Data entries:
********
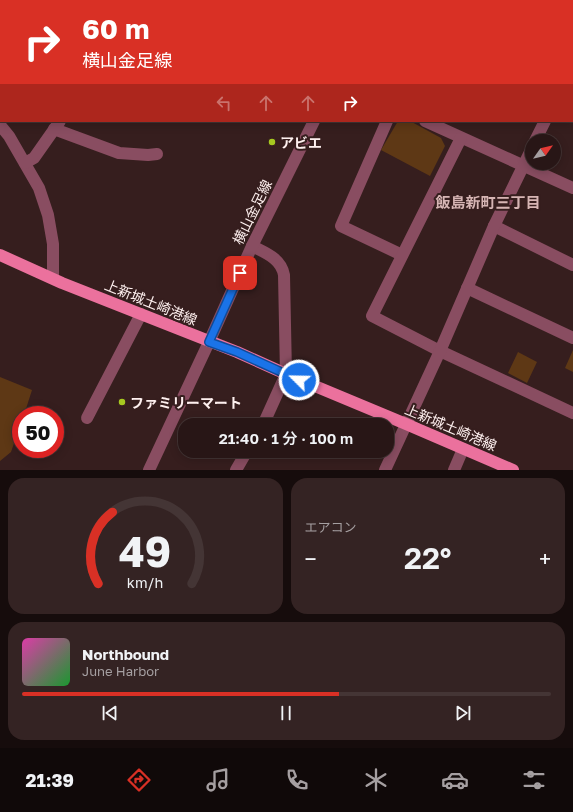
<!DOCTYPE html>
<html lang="ja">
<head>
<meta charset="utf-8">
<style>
  body { margin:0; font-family:"Golos Text","Noto Sans JP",sans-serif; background:#342323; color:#f1f3f6; height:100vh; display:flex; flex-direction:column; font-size:15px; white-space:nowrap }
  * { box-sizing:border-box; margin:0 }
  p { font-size:13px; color:#a59fa1 }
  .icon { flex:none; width:22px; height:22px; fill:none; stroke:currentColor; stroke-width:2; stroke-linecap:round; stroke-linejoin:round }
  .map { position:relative; height:470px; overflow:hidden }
  .side { display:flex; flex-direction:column; gap:8px; padding:8px; background:#160c0c; flex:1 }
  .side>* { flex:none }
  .top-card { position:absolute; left:0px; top:0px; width:573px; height:122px; box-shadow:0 2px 10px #0003,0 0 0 1px #443535; background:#d93025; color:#fff; overflow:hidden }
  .needle { width:26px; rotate:56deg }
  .controls { position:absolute; left:525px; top:134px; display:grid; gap:8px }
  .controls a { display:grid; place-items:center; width:36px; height:36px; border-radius:50%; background:#281616; box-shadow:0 2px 10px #0003,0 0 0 1px #443535; font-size:20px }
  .speed { position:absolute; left:12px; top:406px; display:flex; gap:8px; font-size:20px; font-weight:700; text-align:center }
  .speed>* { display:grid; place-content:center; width:52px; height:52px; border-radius:50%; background:#281616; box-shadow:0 2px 10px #0003,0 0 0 1px #443535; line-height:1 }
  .speed .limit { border:6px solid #d22; background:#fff; color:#111 }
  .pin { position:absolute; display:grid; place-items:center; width:34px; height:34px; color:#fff; margin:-17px; border-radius:8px; box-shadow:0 2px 6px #0006 }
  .me { position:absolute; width:44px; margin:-22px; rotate:293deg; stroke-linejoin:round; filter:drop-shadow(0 0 3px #0008) }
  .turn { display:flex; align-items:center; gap:14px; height:84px; padding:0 16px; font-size:18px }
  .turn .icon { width:52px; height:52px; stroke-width:2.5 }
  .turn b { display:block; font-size:28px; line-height:34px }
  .lanes { display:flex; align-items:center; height:38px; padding:0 16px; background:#0003; justify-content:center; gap:20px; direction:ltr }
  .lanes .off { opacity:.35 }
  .big { font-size:30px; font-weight:600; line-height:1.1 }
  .side .tile { flex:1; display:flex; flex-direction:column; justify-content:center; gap:6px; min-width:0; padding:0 14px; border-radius:16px; background:#342323 }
  .side .dial { align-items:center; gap:0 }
  .dial svg { height:104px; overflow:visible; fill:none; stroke:#443535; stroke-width:7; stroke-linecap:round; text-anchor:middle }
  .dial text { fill:#f1f3f6; stroke:none }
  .song { display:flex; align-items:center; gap:12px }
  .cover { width:48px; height:48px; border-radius:6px; background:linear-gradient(135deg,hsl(320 70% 55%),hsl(130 70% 35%)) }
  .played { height:4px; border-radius:2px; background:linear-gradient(90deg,#d93025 60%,#443535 60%) }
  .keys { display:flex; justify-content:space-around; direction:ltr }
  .heat { display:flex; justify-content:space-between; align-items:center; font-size:22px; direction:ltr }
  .side .tiles { flex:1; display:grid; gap:8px; grid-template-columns:1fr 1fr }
  .tile:last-child { grid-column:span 2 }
  .trip { position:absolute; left:178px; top:418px; width:216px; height:40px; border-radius:16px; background:#281616; box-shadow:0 2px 10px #0003,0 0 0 1px #443535; font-weight:600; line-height:40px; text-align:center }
  .tab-bar { display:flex; height:64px; justify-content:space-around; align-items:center; background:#100909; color:#a59fa1 }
  .tab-bar .icon { width:28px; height:28px }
  .tab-bar .on { color:#d93025 }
  .tab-bar b { font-size:18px; color:#f1f3f6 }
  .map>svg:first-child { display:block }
  .green { fill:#5e3815 }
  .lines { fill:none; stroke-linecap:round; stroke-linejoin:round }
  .minor { stroke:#894d61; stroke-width:12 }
  .major { stroke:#eb719d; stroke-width:12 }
  .route-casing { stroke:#114b97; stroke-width:10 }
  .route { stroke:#1a73e8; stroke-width:7 }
  .poi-dot { fill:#a6c820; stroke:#361e1e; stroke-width:1.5 }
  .labels { text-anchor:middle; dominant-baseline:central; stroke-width:4; stroke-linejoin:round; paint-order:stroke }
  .poi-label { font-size:14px; font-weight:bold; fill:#fef0ef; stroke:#361e1e; text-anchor:start }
  .street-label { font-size:14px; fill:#fef0ef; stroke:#361e1e }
  .neighbourhood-label { font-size:15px; font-weight:bold; fill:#d6b5b4; stroke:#361e1e }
</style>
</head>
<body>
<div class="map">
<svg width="573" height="470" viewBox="0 0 573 470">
  <rect width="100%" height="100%" fill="#361e1e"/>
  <g class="green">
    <path d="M398 121H410L441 138 445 146 430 176 381 150Z"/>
    <path d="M573 350V372L565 368Z"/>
    <path d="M518 352 537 362 527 383 508 373Z"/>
    <path d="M0 377 32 390 24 415H21V423L11 452 0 461Z"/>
  </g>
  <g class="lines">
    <g class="minor">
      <path d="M476 0 478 1"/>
      <path d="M18 1 19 0"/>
      <path d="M118 1V0"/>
      <path d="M297 1V0"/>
      <path d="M375 1V0"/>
      <path d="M0 25 1 24"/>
      <path d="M572 44H573"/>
      <path d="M572 63 573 61"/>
      <path d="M572 116 573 117"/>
      <path d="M387 121 341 226 402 255"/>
      <path d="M425 121 573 188"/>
      <path d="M0 125 9 136 39 188 48 215 53 244V278"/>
      <path d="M54 129 119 153 148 155 157 154"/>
      <path d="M461 138 372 316 440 351 573 413"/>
      <path d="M535 141 545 121"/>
      <path d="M25 163 34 158 60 121"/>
      <path d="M494 226 573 265"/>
      <path d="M252 246C265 253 281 258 284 275L286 374 263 425"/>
      <path d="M467 288 573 338"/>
      <path d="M87 418 141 314"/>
      <path d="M149 470 209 342 252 246 314 121"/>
      <path d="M236 470 247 451"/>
      <path d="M385 470 440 351 494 226 532 148"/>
      <path d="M454 470 463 449"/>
    </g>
    <path class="major" d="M0 255 62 283 237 352 286 374 406 424 513 470"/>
  </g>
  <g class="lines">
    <defs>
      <path id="route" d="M240 273 209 342 237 352 299 380"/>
    </defs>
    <use href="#route" class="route-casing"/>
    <use href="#route" class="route"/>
  </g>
  <g class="poi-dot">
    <circle cx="272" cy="142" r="4"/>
    <circle cx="122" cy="402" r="4"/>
  </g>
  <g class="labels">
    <g class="poi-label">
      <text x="280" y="142">アビエ</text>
      <text x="130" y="402">ファミリーマート</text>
    </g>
    <g class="street-label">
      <text transform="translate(252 212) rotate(-64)">横山金足線</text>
      <text transform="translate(151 302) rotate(22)">上新城土崎港線</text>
      <text transform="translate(451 427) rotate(23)">上新城土崎港線</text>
    </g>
    <g class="neighbourhood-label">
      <text x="488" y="202">飯島新町三丁目</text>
    </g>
  </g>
</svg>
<div class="controls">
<a><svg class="needle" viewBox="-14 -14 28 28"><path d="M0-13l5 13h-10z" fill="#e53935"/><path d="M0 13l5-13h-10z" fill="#a59fa1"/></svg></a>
</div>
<div class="speed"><div class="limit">50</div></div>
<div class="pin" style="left:240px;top:273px;background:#d93025"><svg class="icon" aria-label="arrive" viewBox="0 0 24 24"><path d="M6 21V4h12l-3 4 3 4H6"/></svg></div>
<svg class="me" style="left:299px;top:380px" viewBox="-20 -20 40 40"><circle r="17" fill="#1a73e8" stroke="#fff" stroke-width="3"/><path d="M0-11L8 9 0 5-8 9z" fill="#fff"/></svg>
<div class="trip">21:40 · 1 分 · 100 m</div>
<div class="top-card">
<div class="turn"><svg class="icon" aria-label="right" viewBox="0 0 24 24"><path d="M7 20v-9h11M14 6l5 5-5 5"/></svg><div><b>60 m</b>横山金足線</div></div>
<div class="lanes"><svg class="icon off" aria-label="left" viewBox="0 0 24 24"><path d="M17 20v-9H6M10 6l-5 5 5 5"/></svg><svg class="icon off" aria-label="ahead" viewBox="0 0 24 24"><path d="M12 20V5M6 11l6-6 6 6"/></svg><svg class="icon off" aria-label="ahead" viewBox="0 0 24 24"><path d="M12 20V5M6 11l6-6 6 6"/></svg><svg class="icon" aria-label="right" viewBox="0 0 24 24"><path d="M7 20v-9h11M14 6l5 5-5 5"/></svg></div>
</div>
</div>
<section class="side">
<div class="tiles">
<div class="tile dial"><svg viewBox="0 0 100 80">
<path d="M14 69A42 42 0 1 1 86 69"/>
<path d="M14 69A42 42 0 0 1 25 14" stroke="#d93025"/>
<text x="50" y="56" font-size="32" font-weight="700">49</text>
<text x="50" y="72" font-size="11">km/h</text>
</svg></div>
<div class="tile"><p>エアコン</p>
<div class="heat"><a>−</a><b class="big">22°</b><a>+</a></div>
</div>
<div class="tile">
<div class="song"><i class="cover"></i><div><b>Northbound</b><p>June Harbor</p></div></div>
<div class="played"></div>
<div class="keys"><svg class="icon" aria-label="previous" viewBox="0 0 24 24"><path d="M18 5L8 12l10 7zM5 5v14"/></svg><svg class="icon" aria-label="pause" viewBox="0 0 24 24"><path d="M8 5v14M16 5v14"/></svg><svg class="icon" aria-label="next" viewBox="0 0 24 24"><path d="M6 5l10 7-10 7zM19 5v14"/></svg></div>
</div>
</div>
</section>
<nav class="tab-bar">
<b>21:39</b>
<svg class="icon on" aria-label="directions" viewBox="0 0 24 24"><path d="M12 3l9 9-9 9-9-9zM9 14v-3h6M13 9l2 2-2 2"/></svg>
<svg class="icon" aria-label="music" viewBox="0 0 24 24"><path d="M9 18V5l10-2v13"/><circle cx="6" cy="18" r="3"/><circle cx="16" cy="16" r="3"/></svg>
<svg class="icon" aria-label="phone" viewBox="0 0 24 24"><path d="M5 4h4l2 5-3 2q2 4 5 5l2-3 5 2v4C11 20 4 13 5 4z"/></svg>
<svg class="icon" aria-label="climate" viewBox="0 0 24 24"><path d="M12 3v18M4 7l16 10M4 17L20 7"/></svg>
<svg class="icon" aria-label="car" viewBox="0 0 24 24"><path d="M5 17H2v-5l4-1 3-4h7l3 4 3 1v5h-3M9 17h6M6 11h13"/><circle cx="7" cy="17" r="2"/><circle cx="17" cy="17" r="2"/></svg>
<svg class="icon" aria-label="filters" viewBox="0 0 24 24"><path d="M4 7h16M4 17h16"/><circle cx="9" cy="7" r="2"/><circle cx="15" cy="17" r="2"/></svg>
</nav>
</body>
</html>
********
Activity
In the entries above, find the line holding "display:flex; align-items:center; height:38px;" and the line holding "display:flex; justify-content:space-between; align-items:center;", then retype exactly those two lines and every line between them, and nothing else.

Solution
  .lanes { display:flex; align-items:center; height:38px; padding:0 16px; background:#0003; justify-content:center; gap:20px; direction:ltr }
  .lanes .off { opacity:.35 }
  .big { font-size:30px; font-weight:600; line-height:1.1 }
  .side .tile { flex:1; display:flex; flex-direction:column; justify-content:center; gap:6px; min-width:0; padding:0 14px; border-radius:16px; background:#342323 }
  .side .dial { align-items:center; gap:0 }
  .dial svg { height:104px; overflow:visible; fill:none; stroke:#443535; stroke-width:7; stroke-linecap:round; text-anchor:middle }
  .dial text { fill:#f1f3f6; stroke:none }
  .song { display:flex; align-items:center; gap:12px }
  .cover { width:48px; height:48px; border-radius:6px; background:linear-gradient(135deg,hsl(320 70% 55%),hsl(130 70% 35%)) }
  .played { height:4px; border-radius:2px; background:linear-gradient(90deg,#d93025 60%,#443535 60%) }
  .keys { display:flex; justify-content:space-around; direction:ltr }
  .heat { display:flex; justify-content:space-between; align-items:center; font-size:22px; direction:ltr }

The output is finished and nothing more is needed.